The input
***

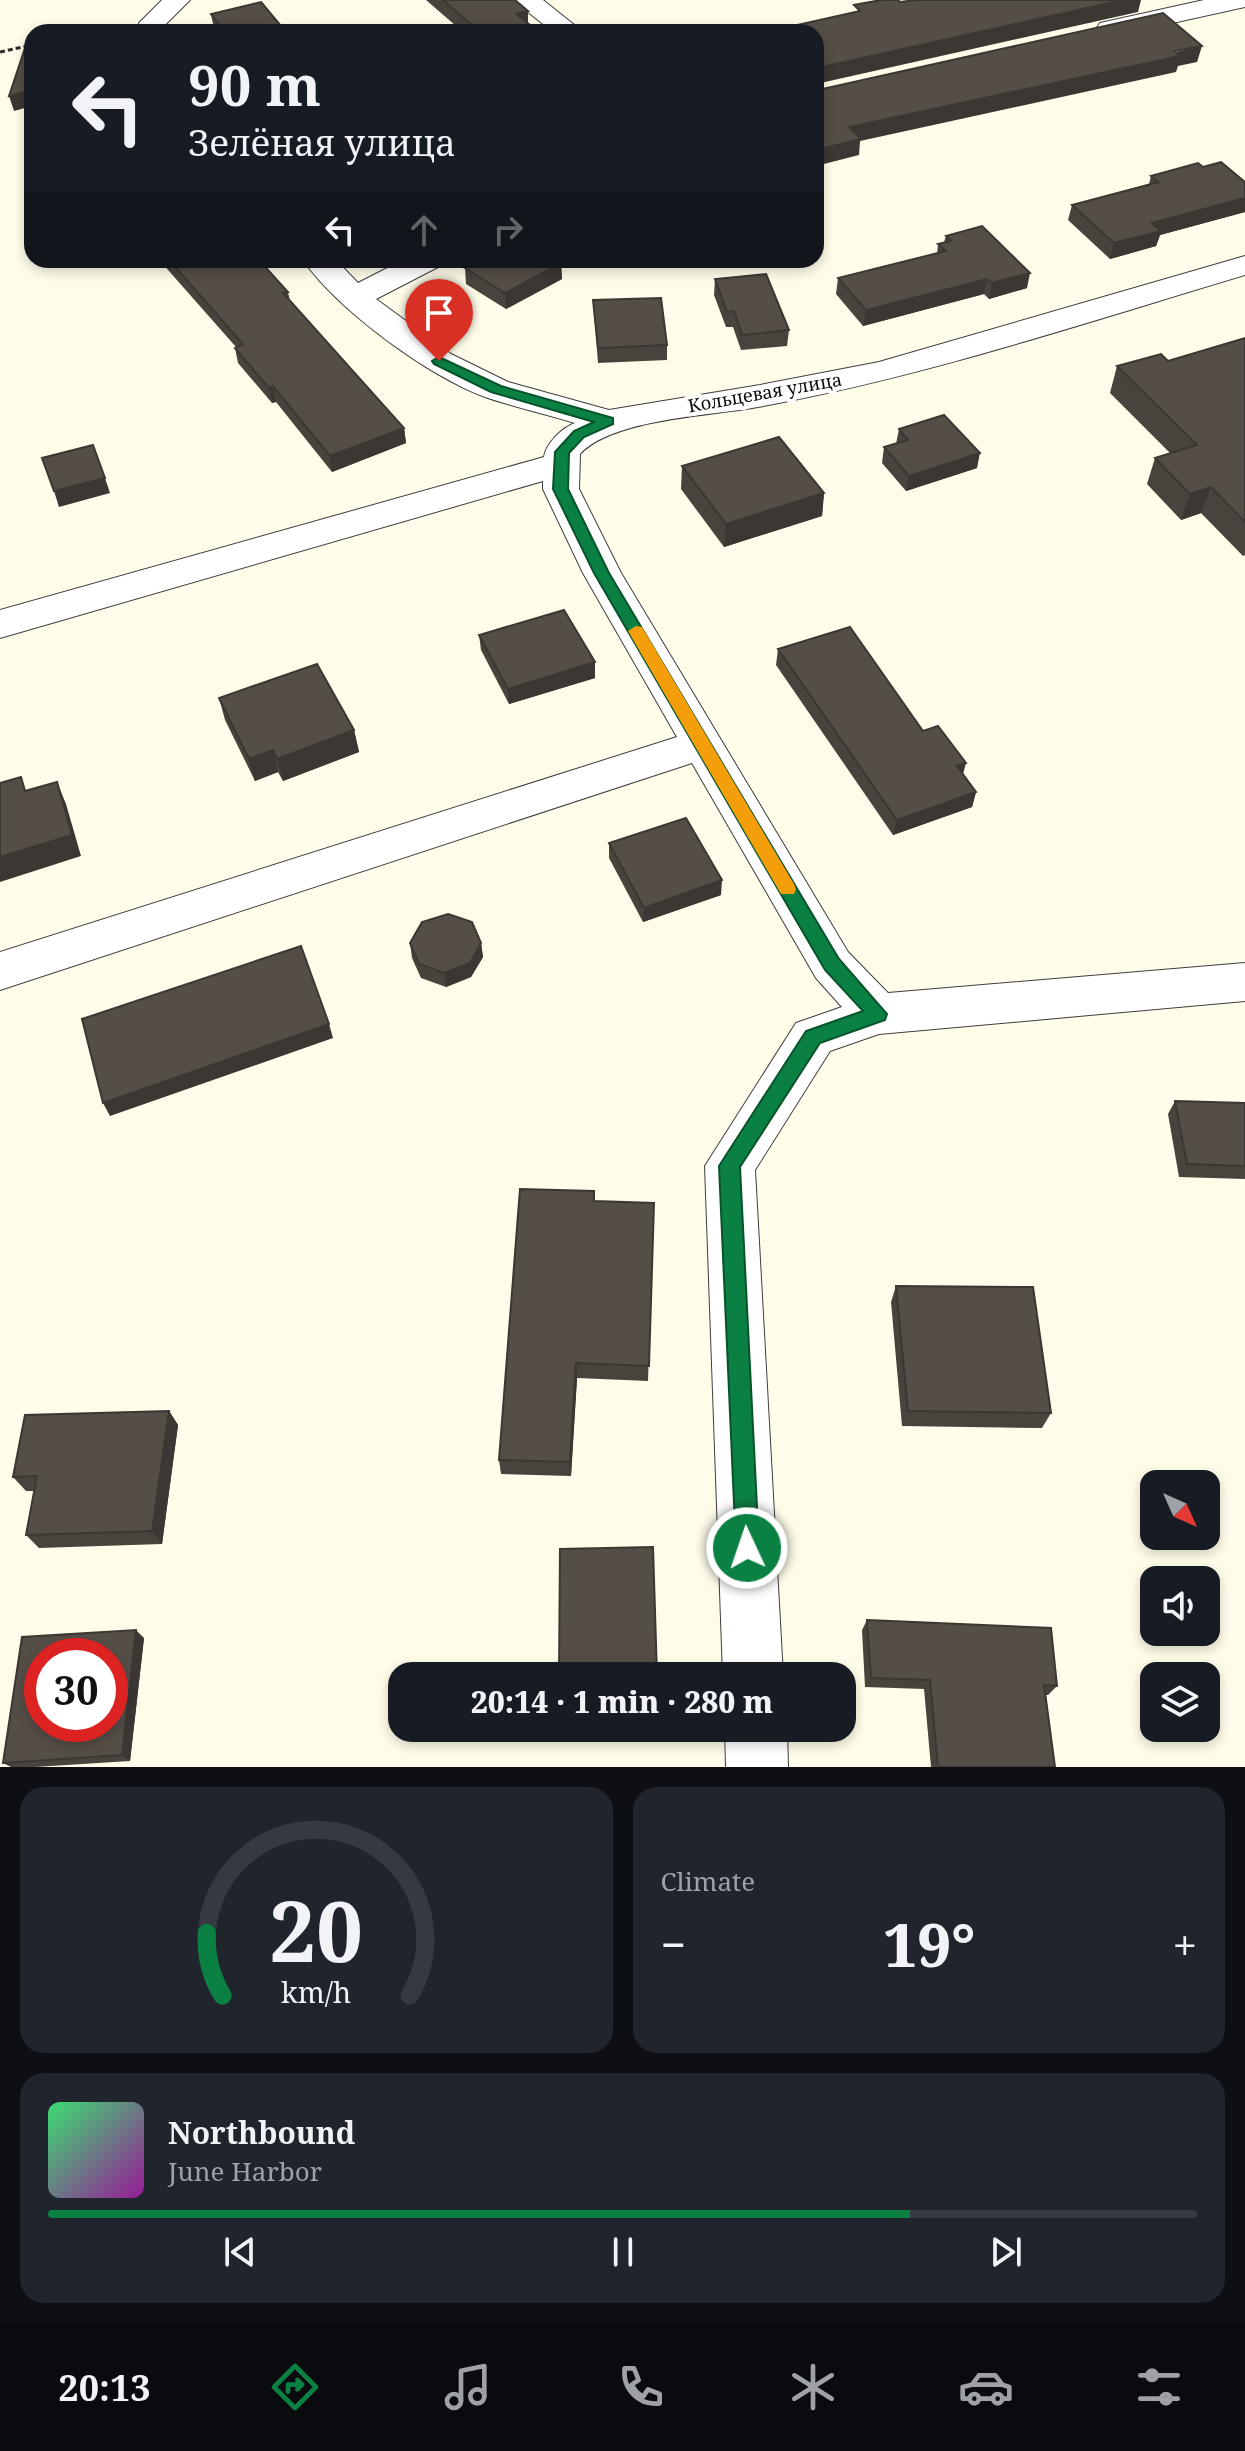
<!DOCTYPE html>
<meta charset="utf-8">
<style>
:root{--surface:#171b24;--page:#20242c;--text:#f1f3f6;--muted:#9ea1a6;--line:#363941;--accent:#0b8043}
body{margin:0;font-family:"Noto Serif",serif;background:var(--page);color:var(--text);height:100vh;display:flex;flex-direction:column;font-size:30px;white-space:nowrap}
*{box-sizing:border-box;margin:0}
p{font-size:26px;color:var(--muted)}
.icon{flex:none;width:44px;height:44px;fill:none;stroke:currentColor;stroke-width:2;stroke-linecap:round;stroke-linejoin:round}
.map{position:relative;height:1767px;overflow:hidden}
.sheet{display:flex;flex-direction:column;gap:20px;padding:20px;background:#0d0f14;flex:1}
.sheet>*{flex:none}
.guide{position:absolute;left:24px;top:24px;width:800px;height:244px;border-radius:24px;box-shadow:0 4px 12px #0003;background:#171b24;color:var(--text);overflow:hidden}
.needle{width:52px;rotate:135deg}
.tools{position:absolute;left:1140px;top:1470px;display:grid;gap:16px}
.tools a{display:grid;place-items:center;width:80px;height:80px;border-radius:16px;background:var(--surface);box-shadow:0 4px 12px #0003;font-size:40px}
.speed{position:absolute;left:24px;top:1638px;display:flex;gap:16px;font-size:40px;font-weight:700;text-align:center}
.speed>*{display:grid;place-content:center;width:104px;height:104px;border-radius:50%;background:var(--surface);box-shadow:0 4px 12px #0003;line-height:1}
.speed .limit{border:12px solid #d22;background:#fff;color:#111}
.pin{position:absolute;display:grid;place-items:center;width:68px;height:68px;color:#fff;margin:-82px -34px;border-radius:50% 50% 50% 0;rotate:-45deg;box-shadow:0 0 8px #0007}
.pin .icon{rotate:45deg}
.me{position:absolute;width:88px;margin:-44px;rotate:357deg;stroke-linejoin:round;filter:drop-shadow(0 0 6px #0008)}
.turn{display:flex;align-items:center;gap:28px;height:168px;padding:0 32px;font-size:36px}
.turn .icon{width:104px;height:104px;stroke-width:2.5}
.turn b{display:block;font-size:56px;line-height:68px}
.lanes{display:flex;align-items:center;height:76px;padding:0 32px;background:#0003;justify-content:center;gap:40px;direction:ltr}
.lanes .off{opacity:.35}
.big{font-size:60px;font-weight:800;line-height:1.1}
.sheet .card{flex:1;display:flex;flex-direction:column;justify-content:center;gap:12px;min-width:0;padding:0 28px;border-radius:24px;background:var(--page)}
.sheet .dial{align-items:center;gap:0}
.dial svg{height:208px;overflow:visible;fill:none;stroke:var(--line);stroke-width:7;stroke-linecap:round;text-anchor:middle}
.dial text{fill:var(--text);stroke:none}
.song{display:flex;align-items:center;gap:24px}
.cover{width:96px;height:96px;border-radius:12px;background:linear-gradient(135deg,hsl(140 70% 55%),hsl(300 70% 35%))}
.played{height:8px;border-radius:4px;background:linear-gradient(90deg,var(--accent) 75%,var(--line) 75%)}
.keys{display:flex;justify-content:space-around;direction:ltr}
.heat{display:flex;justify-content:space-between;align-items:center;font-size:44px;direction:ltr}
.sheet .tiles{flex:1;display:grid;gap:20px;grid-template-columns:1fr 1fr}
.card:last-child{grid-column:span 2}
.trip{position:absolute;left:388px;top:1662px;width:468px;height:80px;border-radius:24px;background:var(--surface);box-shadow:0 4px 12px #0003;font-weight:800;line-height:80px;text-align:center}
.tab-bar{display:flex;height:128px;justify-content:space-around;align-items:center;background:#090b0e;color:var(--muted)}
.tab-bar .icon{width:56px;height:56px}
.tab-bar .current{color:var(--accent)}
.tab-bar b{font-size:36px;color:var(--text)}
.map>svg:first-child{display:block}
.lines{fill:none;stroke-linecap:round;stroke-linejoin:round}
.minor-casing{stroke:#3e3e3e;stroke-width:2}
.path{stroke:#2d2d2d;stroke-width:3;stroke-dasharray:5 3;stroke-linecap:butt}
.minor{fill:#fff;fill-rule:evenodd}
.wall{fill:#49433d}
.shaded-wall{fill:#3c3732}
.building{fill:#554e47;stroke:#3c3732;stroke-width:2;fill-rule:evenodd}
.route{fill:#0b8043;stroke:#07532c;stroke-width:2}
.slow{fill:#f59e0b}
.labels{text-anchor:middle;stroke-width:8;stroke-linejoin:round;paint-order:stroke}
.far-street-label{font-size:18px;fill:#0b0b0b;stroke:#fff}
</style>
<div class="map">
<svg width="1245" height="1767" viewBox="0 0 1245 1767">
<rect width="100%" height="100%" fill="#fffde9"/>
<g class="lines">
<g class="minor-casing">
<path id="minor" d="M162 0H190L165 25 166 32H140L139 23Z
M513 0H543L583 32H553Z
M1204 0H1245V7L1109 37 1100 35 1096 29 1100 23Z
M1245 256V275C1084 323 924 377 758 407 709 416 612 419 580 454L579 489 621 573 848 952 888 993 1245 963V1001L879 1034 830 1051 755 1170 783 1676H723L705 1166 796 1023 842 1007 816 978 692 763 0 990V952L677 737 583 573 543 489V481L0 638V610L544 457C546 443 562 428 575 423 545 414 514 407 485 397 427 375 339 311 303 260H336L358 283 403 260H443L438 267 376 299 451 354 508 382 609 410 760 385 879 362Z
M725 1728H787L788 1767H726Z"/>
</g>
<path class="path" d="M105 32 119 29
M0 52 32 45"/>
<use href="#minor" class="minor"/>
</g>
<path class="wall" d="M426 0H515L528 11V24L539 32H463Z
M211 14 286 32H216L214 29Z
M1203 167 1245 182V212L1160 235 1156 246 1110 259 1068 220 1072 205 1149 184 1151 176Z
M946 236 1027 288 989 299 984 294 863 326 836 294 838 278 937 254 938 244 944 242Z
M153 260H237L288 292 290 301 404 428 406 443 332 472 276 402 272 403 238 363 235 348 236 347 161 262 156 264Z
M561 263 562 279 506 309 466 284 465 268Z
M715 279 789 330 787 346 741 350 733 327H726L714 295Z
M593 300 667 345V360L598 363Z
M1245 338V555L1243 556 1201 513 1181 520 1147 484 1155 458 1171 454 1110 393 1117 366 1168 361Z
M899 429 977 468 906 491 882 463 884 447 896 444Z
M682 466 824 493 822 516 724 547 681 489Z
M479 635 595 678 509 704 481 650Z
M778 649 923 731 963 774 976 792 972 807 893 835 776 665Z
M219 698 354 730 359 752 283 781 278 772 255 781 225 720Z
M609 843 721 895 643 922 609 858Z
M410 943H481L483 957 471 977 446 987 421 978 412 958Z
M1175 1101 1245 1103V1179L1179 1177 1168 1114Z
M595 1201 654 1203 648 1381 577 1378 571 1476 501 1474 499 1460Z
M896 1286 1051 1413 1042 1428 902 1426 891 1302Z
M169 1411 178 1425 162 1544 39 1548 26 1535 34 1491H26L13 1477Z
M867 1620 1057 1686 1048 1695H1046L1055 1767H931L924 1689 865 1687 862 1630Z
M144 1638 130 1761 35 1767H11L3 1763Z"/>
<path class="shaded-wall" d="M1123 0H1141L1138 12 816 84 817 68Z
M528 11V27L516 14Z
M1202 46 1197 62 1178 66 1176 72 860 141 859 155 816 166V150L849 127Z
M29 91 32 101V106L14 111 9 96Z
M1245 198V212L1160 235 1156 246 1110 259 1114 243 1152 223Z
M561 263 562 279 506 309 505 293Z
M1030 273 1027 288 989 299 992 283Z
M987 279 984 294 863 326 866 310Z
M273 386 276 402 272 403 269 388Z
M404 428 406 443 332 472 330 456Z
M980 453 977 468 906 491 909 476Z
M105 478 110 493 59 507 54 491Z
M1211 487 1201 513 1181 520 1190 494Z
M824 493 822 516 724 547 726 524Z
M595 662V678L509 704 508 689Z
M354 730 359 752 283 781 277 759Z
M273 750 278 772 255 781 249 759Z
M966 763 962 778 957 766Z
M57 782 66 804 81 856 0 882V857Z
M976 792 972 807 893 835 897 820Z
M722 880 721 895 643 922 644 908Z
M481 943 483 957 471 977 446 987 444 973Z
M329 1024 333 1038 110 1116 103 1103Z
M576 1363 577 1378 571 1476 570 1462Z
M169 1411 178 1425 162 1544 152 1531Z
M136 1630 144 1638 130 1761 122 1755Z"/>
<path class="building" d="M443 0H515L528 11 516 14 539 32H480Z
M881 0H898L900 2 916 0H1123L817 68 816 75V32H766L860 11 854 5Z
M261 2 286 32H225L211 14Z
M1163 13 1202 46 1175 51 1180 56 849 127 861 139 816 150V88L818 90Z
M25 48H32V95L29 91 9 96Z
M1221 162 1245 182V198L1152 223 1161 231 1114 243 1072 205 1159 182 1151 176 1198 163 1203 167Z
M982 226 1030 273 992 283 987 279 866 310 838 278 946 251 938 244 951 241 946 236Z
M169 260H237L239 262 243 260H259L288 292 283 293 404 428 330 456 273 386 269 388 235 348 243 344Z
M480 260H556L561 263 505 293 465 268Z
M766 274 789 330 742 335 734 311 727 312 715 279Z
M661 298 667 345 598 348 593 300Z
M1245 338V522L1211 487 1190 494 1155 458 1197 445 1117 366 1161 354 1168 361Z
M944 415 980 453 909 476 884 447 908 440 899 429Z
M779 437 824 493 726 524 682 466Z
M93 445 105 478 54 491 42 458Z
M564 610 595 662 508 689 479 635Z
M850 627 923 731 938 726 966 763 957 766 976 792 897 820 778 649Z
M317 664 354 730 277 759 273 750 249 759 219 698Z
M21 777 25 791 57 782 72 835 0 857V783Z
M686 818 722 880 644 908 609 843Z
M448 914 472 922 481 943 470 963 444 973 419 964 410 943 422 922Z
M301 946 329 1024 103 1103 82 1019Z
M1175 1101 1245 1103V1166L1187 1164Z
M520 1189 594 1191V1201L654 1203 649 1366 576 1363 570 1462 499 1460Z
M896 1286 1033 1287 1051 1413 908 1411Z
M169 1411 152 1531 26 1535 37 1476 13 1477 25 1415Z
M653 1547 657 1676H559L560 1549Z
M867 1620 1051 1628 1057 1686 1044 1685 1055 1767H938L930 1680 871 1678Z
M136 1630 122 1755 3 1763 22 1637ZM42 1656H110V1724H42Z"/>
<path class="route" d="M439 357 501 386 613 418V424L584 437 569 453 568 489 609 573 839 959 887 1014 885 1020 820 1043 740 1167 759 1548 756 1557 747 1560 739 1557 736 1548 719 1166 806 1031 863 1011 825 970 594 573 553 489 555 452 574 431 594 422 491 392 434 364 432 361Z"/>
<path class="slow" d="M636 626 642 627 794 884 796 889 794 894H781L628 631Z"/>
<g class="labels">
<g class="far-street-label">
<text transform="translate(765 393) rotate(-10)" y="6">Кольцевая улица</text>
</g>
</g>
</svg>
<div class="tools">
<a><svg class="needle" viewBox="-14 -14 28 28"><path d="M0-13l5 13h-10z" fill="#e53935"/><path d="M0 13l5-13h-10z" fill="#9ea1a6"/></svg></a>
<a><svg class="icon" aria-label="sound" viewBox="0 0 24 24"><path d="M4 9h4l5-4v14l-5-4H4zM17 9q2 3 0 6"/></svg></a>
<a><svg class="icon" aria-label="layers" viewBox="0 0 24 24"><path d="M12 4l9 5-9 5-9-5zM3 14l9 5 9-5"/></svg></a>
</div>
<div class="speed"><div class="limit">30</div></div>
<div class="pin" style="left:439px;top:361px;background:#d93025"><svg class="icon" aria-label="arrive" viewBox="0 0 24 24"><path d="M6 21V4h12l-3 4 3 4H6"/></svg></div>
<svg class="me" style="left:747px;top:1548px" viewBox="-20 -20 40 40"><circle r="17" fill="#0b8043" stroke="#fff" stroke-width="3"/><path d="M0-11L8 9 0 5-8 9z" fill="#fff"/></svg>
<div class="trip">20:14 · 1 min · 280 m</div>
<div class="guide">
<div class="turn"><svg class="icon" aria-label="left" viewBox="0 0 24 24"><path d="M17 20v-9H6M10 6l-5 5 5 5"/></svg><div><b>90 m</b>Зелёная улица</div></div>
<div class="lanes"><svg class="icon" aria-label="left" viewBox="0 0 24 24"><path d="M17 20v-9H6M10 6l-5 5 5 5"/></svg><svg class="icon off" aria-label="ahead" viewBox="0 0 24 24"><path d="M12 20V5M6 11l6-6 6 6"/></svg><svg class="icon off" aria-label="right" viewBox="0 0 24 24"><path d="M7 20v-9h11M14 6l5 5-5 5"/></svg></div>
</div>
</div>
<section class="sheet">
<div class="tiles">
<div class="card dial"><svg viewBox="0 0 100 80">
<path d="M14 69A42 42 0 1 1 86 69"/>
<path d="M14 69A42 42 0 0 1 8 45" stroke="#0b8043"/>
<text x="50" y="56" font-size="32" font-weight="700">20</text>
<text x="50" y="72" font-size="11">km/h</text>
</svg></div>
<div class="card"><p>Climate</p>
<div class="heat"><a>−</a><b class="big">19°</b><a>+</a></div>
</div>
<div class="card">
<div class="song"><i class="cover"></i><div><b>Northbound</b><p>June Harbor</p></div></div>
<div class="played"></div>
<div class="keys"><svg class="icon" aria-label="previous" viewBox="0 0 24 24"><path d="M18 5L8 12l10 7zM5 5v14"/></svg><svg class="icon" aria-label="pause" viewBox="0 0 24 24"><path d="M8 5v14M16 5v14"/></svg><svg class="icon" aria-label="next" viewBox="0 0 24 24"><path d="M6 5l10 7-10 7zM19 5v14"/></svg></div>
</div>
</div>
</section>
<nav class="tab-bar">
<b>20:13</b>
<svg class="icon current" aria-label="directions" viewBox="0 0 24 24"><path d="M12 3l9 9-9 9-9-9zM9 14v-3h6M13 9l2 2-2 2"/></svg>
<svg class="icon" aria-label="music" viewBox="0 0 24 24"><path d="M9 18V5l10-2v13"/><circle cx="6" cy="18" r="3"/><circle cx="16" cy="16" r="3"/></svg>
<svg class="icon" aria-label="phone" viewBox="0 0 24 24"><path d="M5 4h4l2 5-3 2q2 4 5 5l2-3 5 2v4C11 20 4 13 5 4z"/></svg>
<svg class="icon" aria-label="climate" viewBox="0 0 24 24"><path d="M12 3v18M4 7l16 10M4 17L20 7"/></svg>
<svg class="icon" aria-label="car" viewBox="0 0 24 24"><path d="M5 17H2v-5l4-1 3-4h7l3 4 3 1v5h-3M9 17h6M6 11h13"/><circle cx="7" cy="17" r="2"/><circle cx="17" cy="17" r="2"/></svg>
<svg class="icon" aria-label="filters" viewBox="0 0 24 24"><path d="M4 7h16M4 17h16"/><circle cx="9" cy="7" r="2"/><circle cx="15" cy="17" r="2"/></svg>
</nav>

***

Action item
Of all the entries above, retype exactly the lines from the line with "69A42 42 0 0" to the line with "<b>20:13</b>", both included, and no others.

Solved problem
<path d="M14 69A42 42 0 0 1 8 45" stroke="#0b8043"/>
<text x="50" y="56" font-size="32" font-weight="700">20</text>
<text x="50" y="72" font-size="11">km/h</text>
</svg></div>
<div class="card"><p>Climate</p>
<div class="heat"><a>−</a><b class="big">19°</b><a>+</a></div>
</div>
<div class="card">
<div class="song"><i class="cover"></i><div><b>Northbound</b><p>June Harbor</p></div></div>
<div class="played"></div>
<div class="keys"><svg class="icon" aria-label="previous" viewBox="0 0 24 24"><path d="M18 5L8 12l10 7zM5 5v14"/></svg><svg class="icon" aria-label="pause" viewBox="0 0 24 24"><path d="M8 5v14M16 5v14"/></svg><svg class="icon" aria-label="next" viewBox="0 0 24 24"><path d="M6 5l10 7-10 7zM19 5v14"/></svg></div>
</div>
</div>
</section>
<nav class="tab-bar">
<b>20:13</b>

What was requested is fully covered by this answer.